We have to go back, he said, when this is over. Back to the plantation.
Charlie’s plan tonight is to get down to the coast after dark when two other dugouts will arrive to take us all over. There’s a lot of stragglers on this island, he said.
My unit, the 4 of us, are in as good a shape as we could expect after nearly three years on the run. I’m pretty happy with that.
Charlie hadn’t been so lucky, losing two of his men in an ambush but had got away to survive for another year.
25 December (1944)
I’m at the Waremo mission, and it’s still mostly intact, as are the priests and nuns.
Been a hell of a month, even with the end so near for us.
They tell me I’m wearing my grief like a big grey cloud, or a volcano about to erupt.
Charlie was spellbound by the smoked bodies on my birthday and reckoned they were Portuguese or Chinese. He couldn’t tell in this light and they’d been stripped so no clothes or ornaments. He reckoned the scroll or parchment would tell us. He wrapped it very carefully in a piece of old blanket and put it in a biscuit tin and into my pack.
We knew the tracks blind by now and skirted carefully along the littoral looking for the best place to cross to the canoes about 100 yards away.
My team went first and we were in a dugout and through the surf break when we heard the machine gun open up.
I turned and saw Charlie fall in the second canoe, then get up. He waved to me to keep going, then was hit again and fell.
Bullets went over our head and to the left as the gunner tried to find our range. The waves saved us. Fifty metres out the swell picked up and hid us from the shore. I didn’t cry till we beached on the main island, and haven’t stopped for a month.

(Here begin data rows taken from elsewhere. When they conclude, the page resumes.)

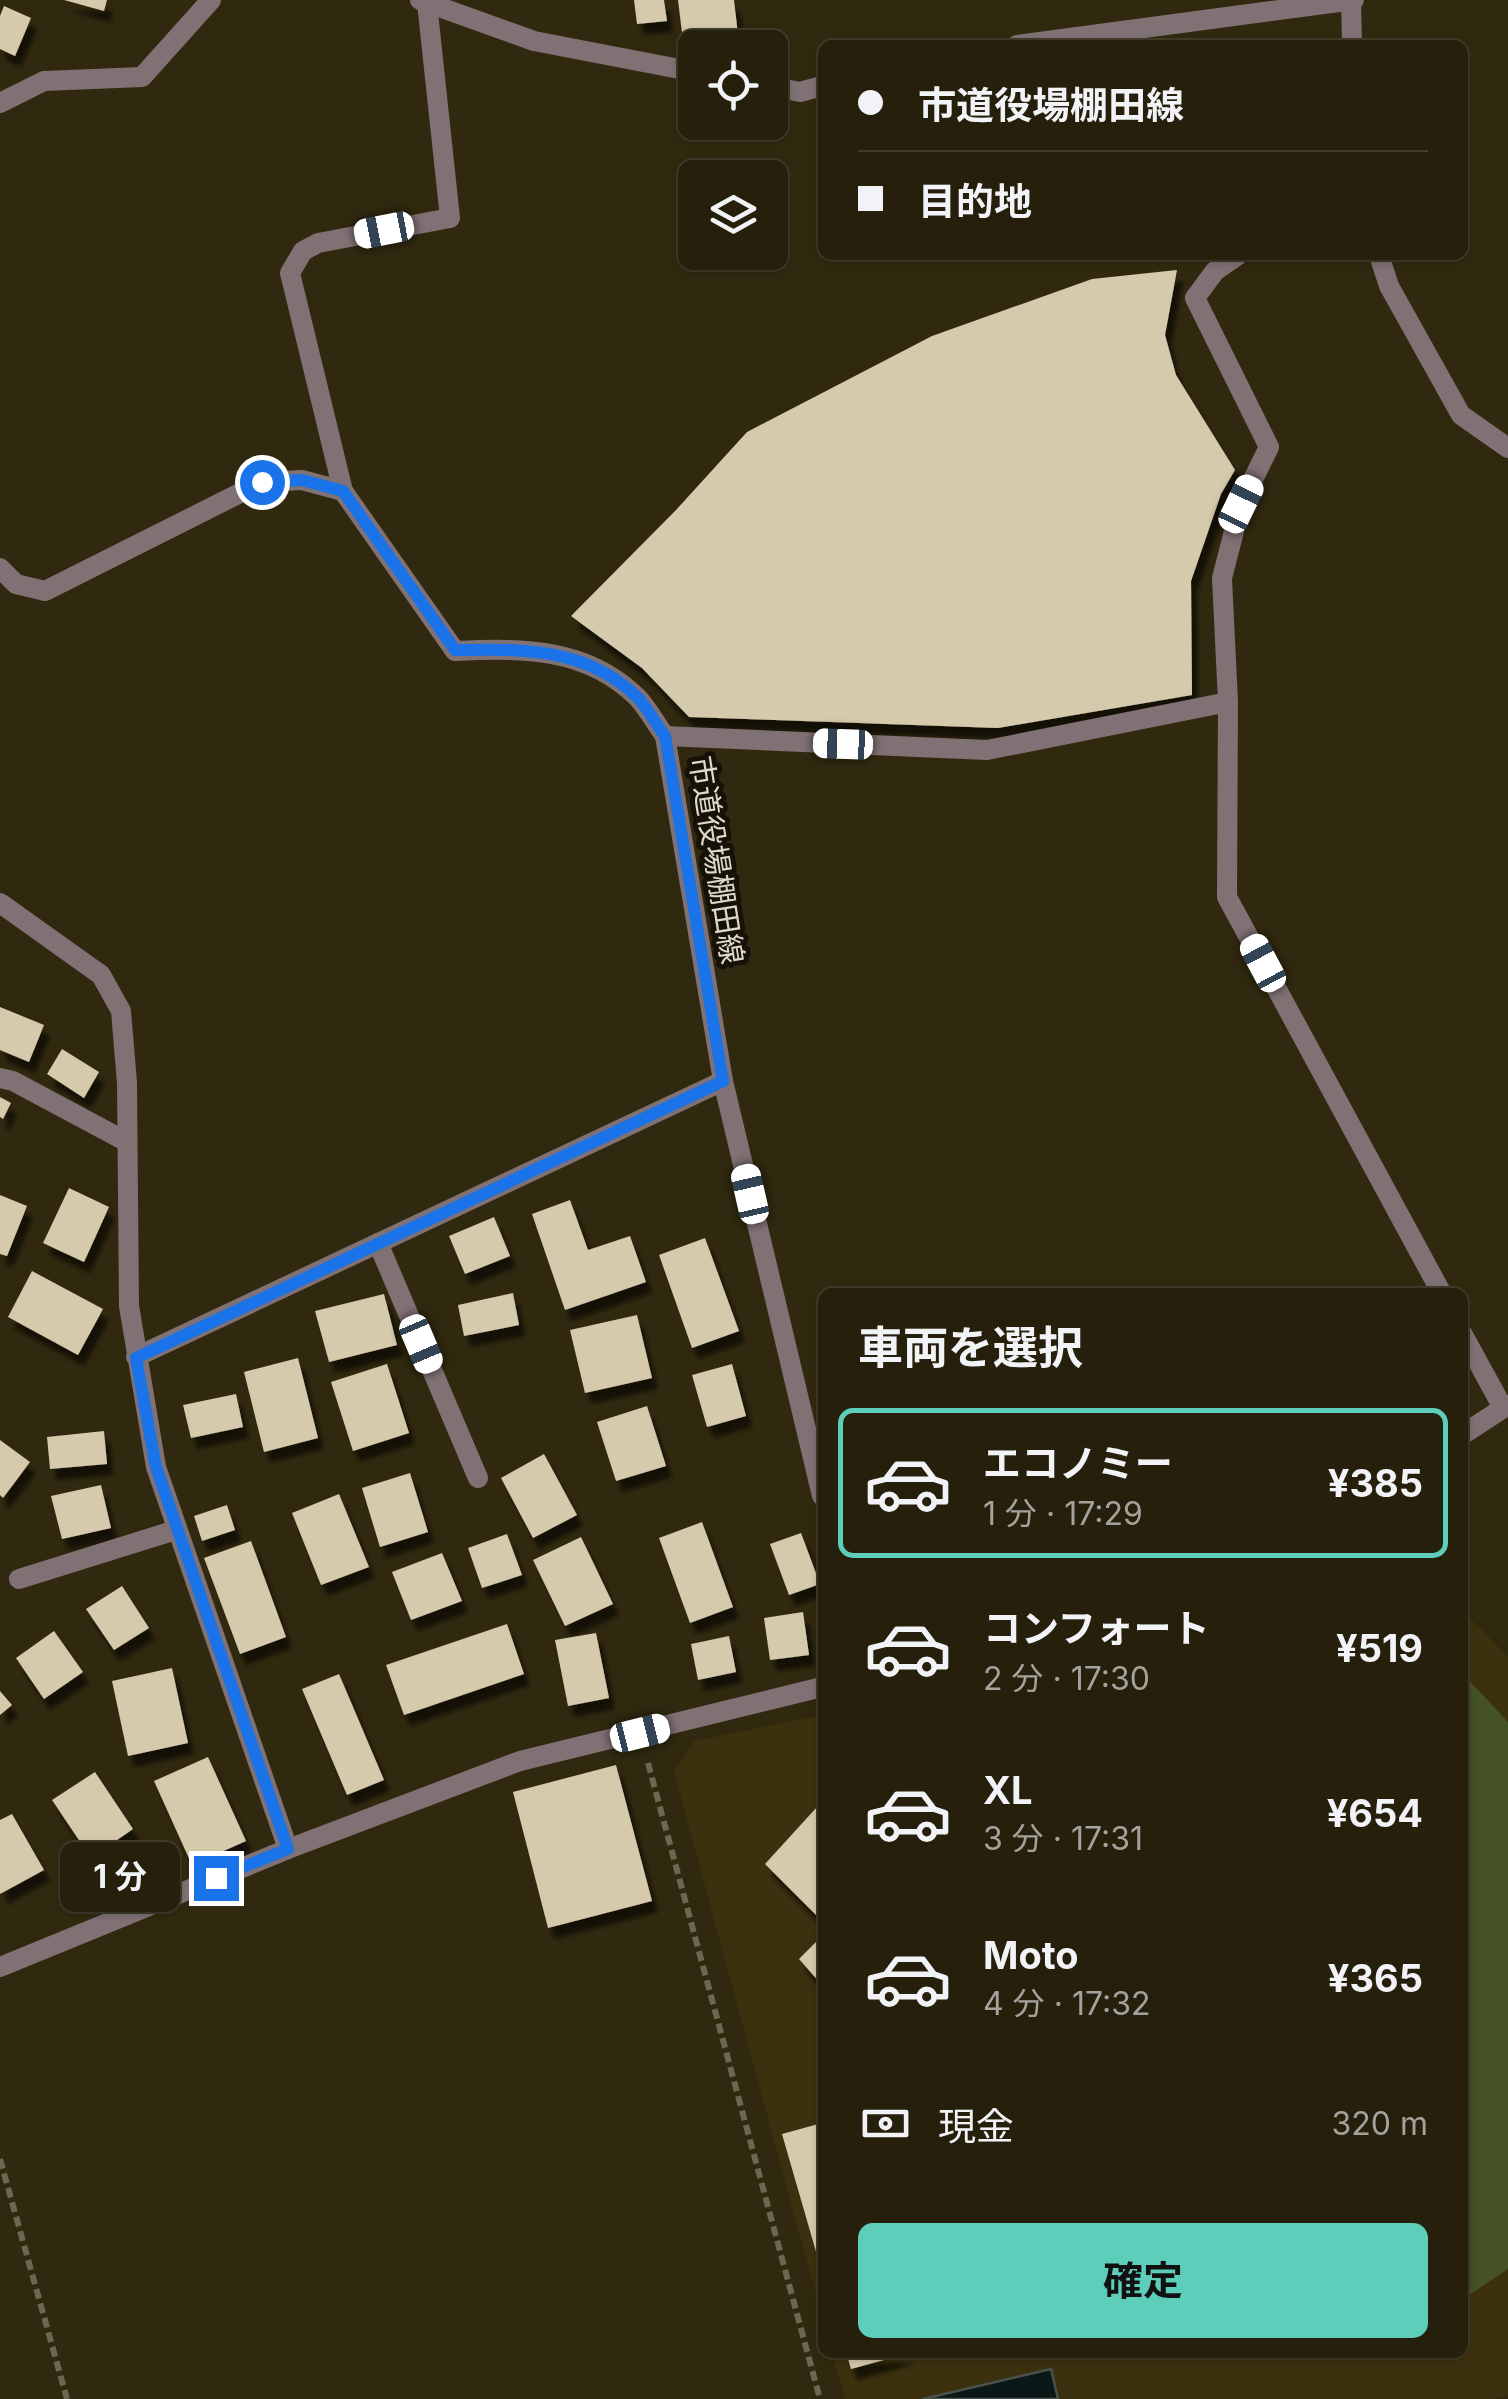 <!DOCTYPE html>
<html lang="ja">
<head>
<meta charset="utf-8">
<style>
  :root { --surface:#251f0b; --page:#312c19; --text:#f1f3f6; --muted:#a3a29d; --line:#423d2c; --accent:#5cceba }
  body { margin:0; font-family:Inter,"Noto Sans JP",sans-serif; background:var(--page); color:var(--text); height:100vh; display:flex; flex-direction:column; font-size:38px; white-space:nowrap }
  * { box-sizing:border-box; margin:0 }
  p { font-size:32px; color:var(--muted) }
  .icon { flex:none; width:55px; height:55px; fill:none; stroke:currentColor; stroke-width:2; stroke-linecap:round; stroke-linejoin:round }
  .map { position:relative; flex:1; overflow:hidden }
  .sheet { position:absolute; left:818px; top:1288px; width:650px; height:1070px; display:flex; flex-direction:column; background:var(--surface); border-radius:15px; box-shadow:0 2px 8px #0004,0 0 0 2px var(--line) }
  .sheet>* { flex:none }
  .guide { position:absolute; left:818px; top:40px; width:650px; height:220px; border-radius:15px; box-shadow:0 2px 8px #0004,0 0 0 2px var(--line); display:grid; align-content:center; height:220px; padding:0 40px; background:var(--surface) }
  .controls { position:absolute; left:678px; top:30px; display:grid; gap:20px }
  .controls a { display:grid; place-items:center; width:110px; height:110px; border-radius:15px; background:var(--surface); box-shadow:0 2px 8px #0004,0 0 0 2px var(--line); font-size:50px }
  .end { position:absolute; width:45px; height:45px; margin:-22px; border:12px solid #1a73e8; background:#fff; box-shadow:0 0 0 5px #fff }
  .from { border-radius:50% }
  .bubble { position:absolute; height:70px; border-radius:15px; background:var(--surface); box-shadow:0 2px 8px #0004,0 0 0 2px var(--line); font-size:32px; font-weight:700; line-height:70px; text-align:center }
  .car { position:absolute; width:30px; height:60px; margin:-30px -15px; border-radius:12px; box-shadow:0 0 8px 2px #0007; background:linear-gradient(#fff 24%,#345 0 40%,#fff 0 76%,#345 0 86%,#fff 0) }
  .guide b { display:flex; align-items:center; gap:35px; height:95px; font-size:38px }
  .guide b+b { border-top:2px solid var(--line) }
  .guide i { width:25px; height:25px; background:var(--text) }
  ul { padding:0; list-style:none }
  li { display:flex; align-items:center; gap:30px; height:150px; margin:0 20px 15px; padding:0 20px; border:5px solid transparent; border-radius:15px }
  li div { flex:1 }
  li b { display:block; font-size:38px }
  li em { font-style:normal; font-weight:700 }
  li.active { border-color:var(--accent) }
  li>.icon { width:90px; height:90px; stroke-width:1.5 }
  h2 { padding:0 40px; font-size:45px; line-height:120px }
  .pay { display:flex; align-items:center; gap:25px; height:110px; padding:0 40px; font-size:38px }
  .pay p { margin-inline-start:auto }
  .cta { display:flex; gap:20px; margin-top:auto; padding:20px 40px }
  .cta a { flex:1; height:115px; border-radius:15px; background:var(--accent); color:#111; font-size:40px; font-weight:700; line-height:115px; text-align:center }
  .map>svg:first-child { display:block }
</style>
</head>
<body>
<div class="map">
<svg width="1508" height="2399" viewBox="0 0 1508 2399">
  <defs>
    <filter id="shadow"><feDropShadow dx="6" dy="11" stdDeviation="2.5" flood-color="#0009"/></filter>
  </defs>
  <rect width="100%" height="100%" fill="#31290f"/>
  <!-- built -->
  <g fill="#3c310f">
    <path d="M1463,1611L1508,1657V2395L1494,2399H845L832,2353L1462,2352Z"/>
    <path d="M822,1715V2317L674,1772L695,1741Z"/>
  </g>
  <!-- green -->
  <path fill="#445226" d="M1463,1674L1508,1722V2269L1463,2299Z"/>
  <!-- water -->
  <path fill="#0a1818" stroke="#4a524d" stroke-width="2.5" d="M1051,2369L1058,2399H923Z"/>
  <!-- building -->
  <g fill="#d5caac" filter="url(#shadow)">
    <path d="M64,0H107L104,11Z"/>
    <path d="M634,0H664L667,21L637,24Z"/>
    <path d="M678,0H734L738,35L683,41Z"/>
    <path d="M4,6L31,18L15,56L0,49V16Z"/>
    <path d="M1177,270L1165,335L1176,375L1235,470L1221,494L1191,581L1192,695L998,728L689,717L642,668L571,616L676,510L747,432L932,336L1092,279Z"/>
    <path d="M0,1007L44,1025L29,1062L0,1050Z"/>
    <path d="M62,1049L99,1072L84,1098L47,1074Z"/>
    <path d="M0,1097L11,1103L3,1119L0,1117Z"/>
    <path d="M69,1188L109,1207L84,1262L43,1243Z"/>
    <path d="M0,1195L27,1206L7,1256L0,1254Z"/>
    <path d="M570,1200L588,1250L630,1236L646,1282L565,1310L532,1214Z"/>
    <path d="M494,1217L510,1256L465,1274L449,1236Z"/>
    <path d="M705,1238L739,1331L692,1348L659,1255Z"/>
    <path d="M32,1271L103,1309L78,1355L8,1317Z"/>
    <path d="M513,1293L519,1325L464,1336L458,1305Z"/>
    <path d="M384,1294L397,1345L329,1362L315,1311Z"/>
    <path d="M637,1315L652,1378L585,1393L570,1330Z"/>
    <path d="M298,1358L318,1438L264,1452L244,1372Z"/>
    <path d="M387,1364L409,1433L353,1451L331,1382Z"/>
    <path d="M732,1364L746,1416L707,1427L692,1375Z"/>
    <path d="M236,1394L243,1427L191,1438L183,1405Z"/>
    <path d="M647,1406L666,1466L616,1481L597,1422Z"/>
    <path d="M104,1431L107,1464L50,1469L47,1437Z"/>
    <path d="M0,1440L30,1462L3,1498L0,1495Z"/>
    <path d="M544,1454L577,1515L533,1538L501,1478Z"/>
    <path d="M410,1473L428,1532L380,1547L362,1488Z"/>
    <path d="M101,1485L111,1528L62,1539L51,1496Z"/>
    <path d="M339,1494L369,1567L321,1585L292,1513Z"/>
    <path d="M227,1505L235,1530L202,1541L194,1516Z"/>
    <path d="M702,1522L733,1607L690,1623L659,1538Z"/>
    <path d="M801,1533L820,1584L789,1595L770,1544Z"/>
    <path d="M507,1534L522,1575L482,1588L468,1548Z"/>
    <path d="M581,1537L613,1604L565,1626L533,1560Z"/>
    <path d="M251,1541L286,1637L240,1654L204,1558Z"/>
    <path d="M442,1553L462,1601L411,1620L392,1572Z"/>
    <path d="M122,1586L149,1628L114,1650L86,1609Z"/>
    <path d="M803,1612L809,1655L770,1660L764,1618Z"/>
    <path d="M507,1624L524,1674L404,1715L386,1665Z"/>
    <path d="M54,1631L83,1672L44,1699L16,1658Z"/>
    <path d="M596,1633L609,1698L568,1706L555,1640Z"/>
    <path d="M729,1636L736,1672L698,1680L691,1644Z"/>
    <path d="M172,1668L188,1743L128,1756L112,1681Z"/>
    <path d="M339,1674L384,1780L347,1795L302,1689Z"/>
    <path d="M0,1691L12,1705L0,1715Z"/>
    <path d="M208,1757L246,1841L192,1865L154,1781Z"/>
    <path d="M616,1765L652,1901L548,1928L513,1792Z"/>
    <path d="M95,1772L133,1829L91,1858L52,1800Z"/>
    <path d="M817,1807L822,1813V1921L765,1864Z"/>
    <path d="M12,1814L44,1870L0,1894V1820Z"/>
    <path d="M822,1936V1985L799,1959Z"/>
    <path d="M822,2123V2269H821L782,2134Z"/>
    <path d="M846,2352H906V2354L851,2369Z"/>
  </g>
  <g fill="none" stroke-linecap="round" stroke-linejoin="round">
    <!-- path -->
    <g stroke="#6d6650" stroke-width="6" stroke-dasharray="10 5" stroke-linecap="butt">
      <path d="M648,1763L820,2399"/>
      <path d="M0,2159L67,2399"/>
    </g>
    <!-- street -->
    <g stroke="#807174" stroke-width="20">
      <path d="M420,0L534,41L695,72"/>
      <path d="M1351,0L1352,45"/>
      <path d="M1017,45L1354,0"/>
      <path d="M770,86L800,92L822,86"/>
      <path d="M0,103L44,81L142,77L211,0"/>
      <path d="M1379,255L1389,286L1461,415L1508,448"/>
      <path d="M343,491L290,273L303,251L318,243L450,218L427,3"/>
      <path d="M0,568L16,584L45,591L262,482L302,480L343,491L455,651C522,648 587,647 638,698C648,709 656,724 665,736L723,1081L822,1496"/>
      <path d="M1228,702L1222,578L1241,504L1269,447L1195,298L1215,271L1238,255"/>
      <path d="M665,736L987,750L1228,702L1227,897L1441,1292"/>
      <path d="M0,903L101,975L121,1011L127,1083L129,1306L156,1467L288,1849"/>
      <path d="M0,1078L13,1081L127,1142"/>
      <path d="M378,1243L478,1478"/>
      <path d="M1462,1333L1503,1408"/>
      <path d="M136,1357L723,1081"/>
      <path d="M1462,1435L1508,1405"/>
      <path d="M19,1579L176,1530"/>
      <path d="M0,1967L288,1849L520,1761L822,1687"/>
    </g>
  </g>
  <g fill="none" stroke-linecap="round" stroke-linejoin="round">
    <!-- route -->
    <path stroke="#1a73e8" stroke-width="12" d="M216,1878L288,1849L156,1467L136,1358L723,1081L665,736C656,724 648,709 638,698C587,647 522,649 455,650L343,491L302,480L262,482"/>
  </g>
  <g text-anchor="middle" stroke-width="10" stroke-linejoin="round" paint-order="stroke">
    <!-- street labels -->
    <g font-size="30" fill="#ded9ca" stroke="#161207">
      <text transform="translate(716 860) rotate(81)" y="10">市道役場棚田線</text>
    </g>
  </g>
</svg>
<div class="controls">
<a><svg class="icon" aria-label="locate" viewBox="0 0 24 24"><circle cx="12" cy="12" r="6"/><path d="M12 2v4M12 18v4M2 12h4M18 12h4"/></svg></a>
<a><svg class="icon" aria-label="layers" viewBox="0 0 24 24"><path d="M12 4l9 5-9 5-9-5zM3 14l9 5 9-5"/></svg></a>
</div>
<i class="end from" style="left:262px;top:482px"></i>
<i class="end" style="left:216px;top:1878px"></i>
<div class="bubble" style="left:60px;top:1842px;width:120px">1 分</div>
<i class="car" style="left:384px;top:230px;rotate:259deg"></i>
<i class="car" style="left:1241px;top:504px;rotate:26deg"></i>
<i class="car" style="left:843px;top:744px;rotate:272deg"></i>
<i class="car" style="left:1263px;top:963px;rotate:332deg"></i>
<i class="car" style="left:750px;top:1194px;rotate:347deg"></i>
<i class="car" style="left:421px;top:1344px;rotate:157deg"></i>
<i class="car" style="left:640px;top:1733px;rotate:76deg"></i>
<div class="guide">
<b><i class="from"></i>市道役場棚田線</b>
<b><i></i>目的地</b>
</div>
<section class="sheet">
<h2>車両を選択</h2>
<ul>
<li class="active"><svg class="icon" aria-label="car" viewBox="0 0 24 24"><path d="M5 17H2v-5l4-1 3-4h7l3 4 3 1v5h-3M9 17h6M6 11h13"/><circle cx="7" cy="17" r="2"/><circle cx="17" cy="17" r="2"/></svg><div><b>エコノミー</b><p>1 分 · 17:29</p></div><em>¥385</em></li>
<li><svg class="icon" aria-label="car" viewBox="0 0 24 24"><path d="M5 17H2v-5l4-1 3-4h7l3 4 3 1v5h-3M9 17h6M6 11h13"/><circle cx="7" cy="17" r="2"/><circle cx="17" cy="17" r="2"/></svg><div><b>コンフォート</b><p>2 分 · 17:30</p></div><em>¥519</em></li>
<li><svg class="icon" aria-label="car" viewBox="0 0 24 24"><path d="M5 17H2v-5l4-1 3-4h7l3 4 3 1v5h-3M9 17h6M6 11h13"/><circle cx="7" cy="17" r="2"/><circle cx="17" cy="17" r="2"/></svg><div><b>XL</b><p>3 分 · 17:31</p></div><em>¥654</em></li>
<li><svg class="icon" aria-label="car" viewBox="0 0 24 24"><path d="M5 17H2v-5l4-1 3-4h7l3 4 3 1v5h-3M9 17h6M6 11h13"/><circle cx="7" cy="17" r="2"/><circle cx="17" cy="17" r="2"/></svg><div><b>Moto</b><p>4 分 · 17:32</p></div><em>¥365</em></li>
</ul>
<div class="pay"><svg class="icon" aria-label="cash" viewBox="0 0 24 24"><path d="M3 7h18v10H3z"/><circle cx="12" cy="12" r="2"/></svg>現金<p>320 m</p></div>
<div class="cta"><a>確定</a></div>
</section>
</div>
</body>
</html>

I want to go back and find Charlie, give him a proper burial. But there’s stragglers coming across every day and we’re now fighting a hand to hand war against those that don’t know or don’t want to know that they’re beaten, so I can’t leave the mission.
December (1945)
Those American atomic bombs wiped out cities and started a new and very different type of war. I’m never going in to that one.
Been here a year now helping out best I could. Went back to Umboi three months ago but couldn’t find anything of Charlie. There were still angry snipers on the island so I didn’t chance it. Charlie said go and I had. He stayed behind, as he wanted.
Don’t know if I ever can go home to see mum and dad. There’s too much grief there and I let my little brother down.
Going back to the plantation first to see what’s left and what needs doing, and to say a proper goodbye to Charlie there. He would want that.
Listen future family, I haven’t touched that scroll. It’s still in the biscuit tin and I’m putting that and this notebook in an old ammo box. You may find it one day if I get back to Australia.
X X X X X
Sure enough it was an old ammo box, and in it was a biscuit tin I hadn’t seen in my excitement with the notebook.
Brenda took the tin out and opened it. There was that smell again. She tipped the blanket into her hand and carefully rolled it out on the bench. There was the dark brown scroll or parchment and in this light you could clearly see markings – writing? – on it.